• [Recorded data]:
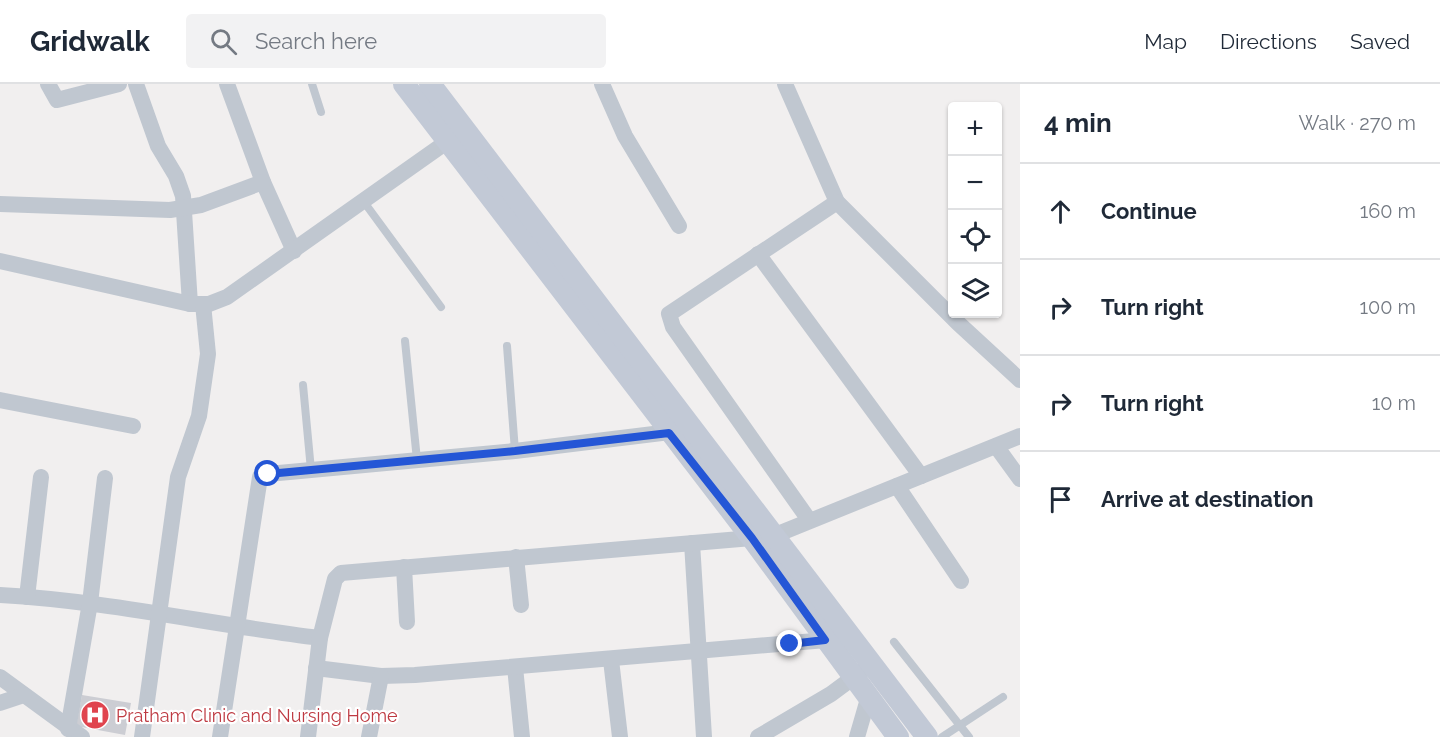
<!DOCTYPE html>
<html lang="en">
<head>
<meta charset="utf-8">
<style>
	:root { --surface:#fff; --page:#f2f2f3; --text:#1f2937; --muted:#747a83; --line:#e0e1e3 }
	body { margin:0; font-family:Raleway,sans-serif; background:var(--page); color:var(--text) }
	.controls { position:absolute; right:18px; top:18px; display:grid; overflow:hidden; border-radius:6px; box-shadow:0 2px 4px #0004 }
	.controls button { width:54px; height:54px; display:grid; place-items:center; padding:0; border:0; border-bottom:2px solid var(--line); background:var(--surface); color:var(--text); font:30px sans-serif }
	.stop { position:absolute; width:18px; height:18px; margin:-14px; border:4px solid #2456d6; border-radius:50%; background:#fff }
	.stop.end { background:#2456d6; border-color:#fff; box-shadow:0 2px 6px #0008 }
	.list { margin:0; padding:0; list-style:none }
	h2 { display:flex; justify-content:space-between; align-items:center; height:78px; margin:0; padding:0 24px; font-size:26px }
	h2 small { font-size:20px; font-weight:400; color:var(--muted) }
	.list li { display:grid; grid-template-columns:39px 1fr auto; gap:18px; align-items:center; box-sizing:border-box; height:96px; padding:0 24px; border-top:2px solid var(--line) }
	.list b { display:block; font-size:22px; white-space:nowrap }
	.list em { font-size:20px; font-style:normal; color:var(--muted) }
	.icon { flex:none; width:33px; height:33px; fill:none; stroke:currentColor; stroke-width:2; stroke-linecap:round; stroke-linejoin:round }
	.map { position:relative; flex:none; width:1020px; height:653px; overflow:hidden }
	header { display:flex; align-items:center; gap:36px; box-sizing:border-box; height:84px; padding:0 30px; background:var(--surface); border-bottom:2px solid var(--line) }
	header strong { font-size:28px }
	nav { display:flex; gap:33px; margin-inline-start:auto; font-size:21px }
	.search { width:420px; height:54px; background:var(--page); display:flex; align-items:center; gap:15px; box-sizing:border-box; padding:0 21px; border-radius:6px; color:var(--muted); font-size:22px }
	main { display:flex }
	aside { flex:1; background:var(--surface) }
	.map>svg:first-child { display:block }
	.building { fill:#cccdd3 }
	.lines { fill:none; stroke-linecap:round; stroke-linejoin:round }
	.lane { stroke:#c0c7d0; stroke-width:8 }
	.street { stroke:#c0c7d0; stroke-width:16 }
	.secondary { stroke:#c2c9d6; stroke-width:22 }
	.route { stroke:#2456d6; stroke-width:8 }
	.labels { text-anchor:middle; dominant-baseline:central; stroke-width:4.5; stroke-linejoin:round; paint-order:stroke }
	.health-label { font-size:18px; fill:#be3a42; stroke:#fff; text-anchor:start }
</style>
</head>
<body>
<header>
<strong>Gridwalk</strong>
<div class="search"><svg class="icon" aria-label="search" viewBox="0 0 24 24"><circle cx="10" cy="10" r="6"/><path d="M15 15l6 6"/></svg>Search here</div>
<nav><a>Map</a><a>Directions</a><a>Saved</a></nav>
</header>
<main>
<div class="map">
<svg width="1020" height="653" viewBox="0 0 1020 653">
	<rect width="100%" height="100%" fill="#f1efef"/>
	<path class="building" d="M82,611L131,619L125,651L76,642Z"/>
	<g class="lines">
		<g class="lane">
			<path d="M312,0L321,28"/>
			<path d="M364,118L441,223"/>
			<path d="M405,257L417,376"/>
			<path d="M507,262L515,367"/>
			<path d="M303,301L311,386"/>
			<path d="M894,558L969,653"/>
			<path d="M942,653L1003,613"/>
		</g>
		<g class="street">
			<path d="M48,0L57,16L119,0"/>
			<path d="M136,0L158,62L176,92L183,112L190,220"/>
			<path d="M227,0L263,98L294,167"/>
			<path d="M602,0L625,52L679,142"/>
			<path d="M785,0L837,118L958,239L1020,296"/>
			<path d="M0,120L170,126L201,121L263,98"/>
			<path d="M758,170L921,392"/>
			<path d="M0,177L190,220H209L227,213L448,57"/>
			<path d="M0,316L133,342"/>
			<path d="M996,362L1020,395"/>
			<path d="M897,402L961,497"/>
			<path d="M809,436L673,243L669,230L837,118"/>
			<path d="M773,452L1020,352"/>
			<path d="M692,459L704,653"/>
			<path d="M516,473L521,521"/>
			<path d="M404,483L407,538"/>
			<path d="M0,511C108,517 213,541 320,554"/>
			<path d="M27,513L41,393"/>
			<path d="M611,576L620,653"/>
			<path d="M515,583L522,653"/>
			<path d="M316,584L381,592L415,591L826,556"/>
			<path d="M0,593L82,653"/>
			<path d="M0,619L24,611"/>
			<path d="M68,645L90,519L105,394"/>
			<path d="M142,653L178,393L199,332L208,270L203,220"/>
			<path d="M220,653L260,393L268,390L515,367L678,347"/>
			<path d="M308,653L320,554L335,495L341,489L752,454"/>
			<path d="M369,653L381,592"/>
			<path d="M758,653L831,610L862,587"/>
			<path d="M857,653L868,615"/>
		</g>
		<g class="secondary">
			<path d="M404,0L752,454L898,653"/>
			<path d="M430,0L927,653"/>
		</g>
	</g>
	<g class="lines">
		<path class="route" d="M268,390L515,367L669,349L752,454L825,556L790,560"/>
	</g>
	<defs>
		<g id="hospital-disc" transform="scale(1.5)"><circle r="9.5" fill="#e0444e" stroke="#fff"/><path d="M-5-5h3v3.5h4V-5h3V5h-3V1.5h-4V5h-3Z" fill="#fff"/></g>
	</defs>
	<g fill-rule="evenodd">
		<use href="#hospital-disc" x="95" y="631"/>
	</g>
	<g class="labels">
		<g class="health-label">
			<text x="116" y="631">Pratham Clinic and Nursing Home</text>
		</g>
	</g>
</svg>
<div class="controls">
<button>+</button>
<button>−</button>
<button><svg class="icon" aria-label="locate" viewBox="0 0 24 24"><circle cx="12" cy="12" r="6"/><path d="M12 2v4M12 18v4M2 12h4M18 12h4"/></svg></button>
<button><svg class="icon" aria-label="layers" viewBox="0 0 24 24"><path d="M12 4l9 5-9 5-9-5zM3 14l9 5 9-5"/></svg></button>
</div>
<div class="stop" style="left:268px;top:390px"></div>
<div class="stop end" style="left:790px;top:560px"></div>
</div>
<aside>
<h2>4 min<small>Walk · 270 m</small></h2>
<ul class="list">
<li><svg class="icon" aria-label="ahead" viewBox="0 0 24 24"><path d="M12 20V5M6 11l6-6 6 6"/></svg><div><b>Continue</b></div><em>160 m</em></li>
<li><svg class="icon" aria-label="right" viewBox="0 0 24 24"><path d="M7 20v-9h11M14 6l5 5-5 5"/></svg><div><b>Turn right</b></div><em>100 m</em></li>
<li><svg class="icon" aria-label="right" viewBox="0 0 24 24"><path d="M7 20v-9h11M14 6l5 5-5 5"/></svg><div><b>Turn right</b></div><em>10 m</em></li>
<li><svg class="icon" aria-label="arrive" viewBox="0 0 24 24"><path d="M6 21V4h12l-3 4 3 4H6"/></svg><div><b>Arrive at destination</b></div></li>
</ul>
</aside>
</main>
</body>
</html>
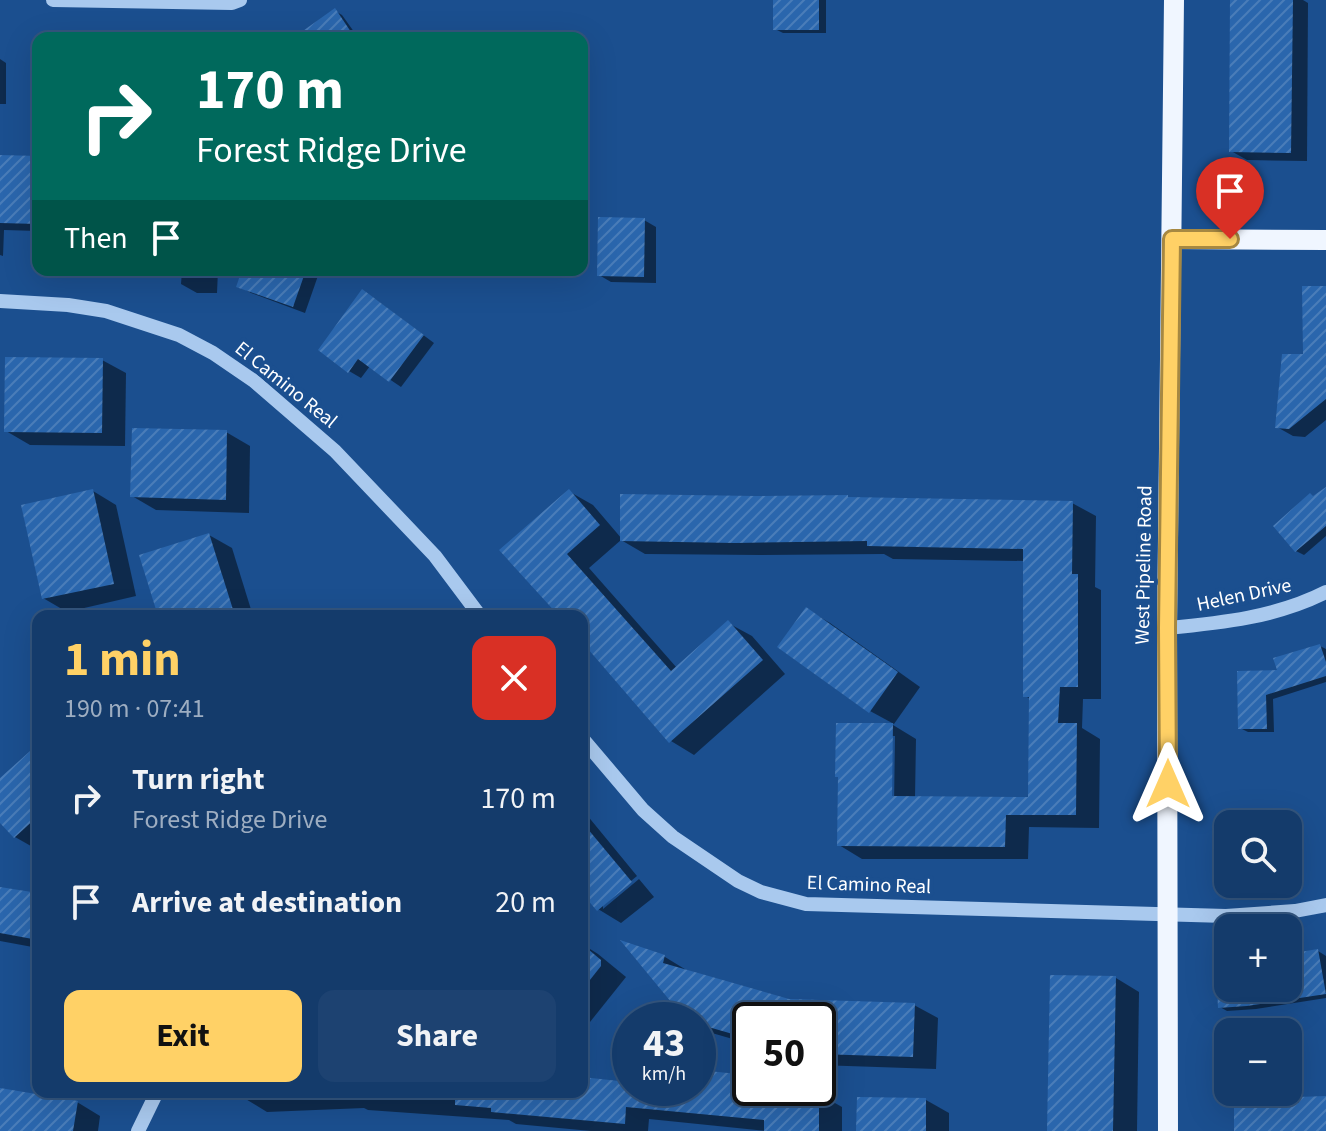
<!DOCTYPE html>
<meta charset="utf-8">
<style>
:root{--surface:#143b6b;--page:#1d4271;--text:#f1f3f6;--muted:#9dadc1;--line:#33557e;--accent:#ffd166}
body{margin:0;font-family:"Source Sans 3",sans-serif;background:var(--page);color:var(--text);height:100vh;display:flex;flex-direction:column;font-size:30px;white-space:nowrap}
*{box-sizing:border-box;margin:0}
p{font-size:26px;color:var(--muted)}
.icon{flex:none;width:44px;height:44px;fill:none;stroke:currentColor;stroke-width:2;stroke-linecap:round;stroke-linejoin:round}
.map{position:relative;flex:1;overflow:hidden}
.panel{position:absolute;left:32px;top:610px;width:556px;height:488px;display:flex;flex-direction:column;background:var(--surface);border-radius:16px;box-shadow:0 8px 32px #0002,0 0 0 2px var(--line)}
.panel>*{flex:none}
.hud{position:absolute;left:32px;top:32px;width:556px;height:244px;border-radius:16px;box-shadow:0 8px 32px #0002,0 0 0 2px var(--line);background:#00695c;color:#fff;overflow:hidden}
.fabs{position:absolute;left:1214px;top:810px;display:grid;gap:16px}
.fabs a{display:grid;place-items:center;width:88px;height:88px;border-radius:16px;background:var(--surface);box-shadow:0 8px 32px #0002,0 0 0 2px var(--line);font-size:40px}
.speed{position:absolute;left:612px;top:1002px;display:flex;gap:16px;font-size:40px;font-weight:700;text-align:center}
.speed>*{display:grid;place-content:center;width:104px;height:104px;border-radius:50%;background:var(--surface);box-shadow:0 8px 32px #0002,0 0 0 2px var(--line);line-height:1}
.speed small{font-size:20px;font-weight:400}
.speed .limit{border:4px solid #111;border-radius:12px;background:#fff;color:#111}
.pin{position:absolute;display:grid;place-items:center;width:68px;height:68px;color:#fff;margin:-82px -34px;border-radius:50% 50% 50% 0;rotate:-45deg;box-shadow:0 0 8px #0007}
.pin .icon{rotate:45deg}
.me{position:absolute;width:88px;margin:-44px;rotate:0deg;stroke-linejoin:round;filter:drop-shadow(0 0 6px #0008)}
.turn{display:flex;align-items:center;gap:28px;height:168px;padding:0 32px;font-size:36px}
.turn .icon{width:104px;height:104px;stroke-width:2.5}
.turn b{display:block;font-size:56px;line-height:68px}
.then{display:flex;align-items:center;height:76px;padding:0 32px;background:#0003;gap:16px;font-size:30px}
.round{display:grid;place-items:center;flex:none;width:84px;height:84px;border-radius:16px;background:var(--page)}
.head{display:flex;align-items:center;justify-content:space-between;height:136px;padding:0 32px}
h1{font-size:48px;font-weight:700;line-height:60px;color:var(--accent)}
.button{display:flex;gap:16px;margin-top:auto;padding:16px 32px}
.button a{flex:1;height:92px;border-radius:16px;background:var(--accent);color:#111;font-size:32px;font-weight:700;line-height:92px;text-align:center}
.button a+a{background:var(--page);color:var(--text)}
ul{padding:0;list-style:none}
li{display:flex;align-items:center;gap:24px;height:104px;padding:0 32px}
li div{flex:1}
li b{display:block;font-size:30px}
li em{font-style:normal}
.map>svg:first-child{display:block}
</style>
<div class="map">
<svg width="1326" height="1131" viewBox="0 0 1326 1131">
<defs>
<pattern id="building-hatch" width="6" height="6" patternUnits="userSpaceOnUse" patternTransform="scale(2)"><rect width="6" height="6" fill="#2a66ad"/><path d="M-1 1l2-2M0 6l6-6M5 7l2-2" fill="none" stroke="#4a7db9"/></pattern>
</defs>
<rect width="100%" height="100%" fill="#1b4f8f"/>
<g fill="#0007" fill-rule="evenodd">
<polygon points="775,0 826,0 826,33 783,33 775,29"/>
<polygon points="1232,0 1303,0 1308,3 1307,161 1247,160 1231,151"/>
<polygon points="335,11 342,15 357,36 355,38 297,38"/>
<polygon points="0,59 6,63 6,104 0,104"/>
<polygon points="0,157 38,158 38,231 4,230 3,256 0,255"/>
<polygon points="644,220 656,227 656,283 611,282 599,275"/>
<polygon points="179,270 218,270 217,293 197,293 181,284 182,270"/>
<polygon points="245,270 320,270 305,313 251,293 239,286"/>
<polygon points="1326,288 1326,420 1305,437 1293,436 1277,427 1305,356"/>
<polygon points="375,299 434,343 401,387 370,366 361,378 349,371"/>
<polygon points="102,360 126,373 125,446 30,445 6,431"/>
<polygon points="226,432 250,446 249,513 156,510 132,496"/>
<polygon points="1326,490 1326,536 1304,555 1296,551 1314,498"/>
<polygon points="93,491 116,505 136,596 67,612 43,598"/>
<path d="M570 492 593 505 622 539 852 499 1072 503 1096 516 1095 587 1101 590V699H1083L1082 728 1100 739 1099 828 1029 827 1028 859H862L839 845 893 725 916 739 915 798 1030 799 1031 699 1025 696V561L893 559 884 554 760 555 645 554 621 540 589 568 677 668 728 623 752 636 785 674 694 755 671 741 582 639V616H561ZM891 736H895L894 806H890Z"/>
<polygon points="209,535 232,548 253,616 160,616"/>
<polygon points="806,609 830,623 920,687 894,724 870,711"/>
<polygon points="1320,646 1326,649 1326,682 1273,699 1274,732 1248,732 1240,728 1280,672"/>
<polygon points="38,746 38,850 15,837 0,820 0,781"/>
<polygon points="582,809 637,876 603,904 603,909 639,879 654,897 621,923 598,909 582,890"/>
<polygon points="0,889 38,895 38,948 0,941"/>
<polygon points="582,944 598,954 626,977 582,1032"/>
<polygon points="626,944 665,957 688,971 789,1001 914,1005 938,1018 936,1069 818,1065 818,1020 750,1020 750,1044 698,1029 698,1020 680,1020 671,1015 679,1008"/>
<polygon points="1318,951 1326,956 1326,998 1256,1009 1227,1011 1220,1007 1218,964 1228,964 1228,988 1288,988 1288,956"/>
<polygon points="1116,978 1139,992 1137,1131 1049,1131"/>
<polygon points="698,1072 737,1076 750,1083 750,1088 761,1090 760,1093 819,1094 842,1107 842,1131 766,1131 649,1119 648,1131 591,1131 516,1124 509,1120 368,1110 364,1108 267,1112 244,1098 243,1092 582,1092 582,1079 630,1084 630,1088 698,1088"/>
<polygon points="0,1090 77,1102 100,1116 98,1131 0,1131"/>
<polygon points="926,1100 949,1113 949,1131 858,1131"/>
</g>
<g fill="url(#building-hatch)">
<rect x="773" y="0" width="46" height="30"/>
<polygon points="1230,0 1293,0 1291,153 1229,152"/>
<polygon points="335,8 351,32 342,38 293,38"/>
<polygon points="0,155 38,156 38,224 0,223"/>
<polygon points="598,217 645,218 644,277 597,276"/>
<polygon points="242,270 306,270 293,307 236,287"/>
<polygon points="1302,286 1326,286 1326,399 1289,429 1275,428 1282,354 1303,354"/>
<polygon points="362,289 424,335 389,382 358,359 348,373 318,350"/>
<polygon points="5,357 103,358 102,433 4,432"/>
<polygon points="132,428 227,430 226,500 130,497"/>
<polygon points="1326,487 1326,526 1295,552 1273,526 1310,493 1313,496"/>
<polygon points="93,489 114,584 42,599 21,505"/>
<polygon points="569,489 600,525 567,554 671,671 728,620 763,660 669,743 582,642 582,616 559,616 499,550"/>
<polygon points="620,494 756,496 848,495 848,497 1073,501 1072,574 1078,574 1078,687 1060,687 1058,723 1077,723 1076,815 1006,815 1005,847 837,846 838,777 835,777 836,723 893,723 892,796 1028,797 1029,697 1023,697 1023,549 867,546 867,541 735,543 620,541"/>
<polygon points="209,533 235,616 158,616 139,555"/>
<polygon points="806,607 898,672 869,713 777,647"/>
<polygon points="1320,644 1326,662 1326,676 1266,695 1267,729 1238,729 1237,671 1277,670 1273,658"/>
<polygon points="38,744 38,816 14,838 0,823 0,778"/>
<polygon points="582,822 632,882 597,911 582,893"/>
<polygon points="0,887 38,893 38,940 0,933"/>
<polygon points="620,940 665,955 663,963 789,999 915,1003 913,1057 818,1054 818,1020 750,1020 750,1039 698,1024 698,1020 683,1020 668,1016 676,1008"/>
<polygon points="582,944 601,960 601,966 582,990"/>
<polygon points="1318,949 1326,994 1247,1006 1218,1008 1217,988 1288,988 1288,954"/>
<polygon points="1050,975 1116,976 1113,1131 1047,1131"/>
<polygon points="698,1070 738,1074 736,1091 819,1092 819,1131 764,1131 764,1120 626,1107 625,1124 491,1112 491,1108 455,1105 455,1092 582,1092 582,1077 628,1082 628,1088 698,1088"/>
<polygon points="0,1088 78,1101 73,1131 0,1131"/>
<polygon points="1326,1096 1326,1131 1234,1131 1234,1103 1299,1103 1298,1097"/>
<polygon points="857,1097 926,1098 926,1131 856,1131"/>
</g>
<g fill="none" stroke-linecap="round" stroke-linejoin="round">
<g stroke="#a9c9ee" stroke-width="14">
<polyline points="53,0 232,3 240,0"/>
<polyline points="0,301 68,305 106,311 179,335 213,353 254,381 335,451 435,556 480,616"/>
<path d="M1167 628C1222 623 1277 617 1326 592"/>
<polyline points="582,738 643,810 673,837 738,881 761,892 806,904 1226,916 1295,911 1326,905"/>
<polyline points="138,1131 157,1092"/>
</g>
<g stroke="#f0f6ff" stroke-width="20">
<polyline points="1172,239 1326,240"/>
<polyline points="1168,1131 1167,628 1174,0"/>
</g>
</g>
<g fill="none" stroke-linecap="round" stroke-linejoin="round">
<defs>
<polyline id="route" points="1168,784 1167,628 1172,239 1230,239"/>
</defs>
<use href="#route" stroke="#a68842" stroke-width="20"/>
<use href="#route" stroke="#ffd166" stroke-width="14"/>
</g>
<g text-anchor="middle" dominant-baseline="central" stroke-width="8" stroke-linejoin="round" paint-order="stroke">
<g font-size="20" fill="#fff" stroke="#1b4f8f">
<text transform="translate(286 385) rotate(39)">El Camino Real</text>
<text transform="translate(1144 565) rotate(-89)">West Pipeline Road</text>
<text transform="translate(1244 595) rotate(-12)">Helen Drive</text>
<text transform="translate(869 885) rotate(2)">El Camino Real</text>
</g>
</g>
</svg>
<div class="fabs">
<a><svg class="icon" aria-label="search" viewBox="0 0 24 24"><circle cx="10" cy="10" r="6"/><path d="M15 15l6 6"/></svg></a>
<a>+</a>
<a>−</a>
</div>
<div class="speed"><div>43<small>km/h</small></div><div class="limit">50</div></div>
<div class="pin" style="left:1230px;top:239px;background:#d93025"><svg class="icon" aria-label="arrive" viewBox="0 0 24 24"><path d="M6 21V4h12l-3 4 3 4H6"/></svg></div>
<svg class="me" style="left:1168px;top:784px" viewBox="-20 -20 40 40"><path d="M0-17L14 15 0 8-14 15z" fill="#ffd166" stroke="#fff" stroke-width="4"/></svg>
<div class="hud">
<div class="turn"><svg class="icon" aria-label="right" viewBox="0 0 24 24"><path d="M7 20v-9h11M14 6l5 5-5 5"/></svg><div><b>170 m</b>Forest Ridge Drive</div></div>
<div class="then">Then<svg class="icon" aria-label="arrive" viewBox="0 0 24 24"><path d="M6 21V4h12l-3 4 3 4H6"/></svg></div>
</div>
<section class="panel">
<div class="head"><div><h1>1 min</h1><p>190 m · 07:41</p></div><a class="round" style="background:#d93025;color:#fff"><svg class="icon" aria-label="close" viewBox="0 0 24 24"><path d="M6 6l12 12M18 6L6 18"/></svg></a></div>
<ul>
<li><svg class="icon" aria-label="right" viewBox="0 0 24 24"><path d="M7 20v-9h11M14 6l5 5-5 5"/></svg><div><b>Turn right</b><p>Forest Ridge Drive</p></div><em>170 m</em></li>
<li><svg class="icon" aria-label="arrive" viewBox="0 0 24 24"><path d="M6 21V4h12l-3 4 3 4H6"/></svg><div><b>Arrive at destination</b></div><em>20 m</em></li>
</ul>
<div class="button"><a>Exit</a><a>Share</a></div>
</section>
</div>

• [What to produce]:
Copy every line from the records above that contains the string "speed".

• [Finished task]:
.speed{position:absolute;left:612px;top:1002px;display:flex;gap:16px;font-size:40px;font-weight:700;text-align:center}
.speed>*{display:grid;place-content:center;width:104px;height:104px;border-radius:50%;background:var(--surface);box-shadow:0 8px 32px #0002,0 0 0 2px var(--line);line-height:1}
.speed small{font-size:20px;font-weight:400}
.speed .limit{border:4px solid #111;border-radius:12px;background:#fff;color:#111}
<div class="speed"><div>43<small>km/h</small></div><div class="limit">50</div></div>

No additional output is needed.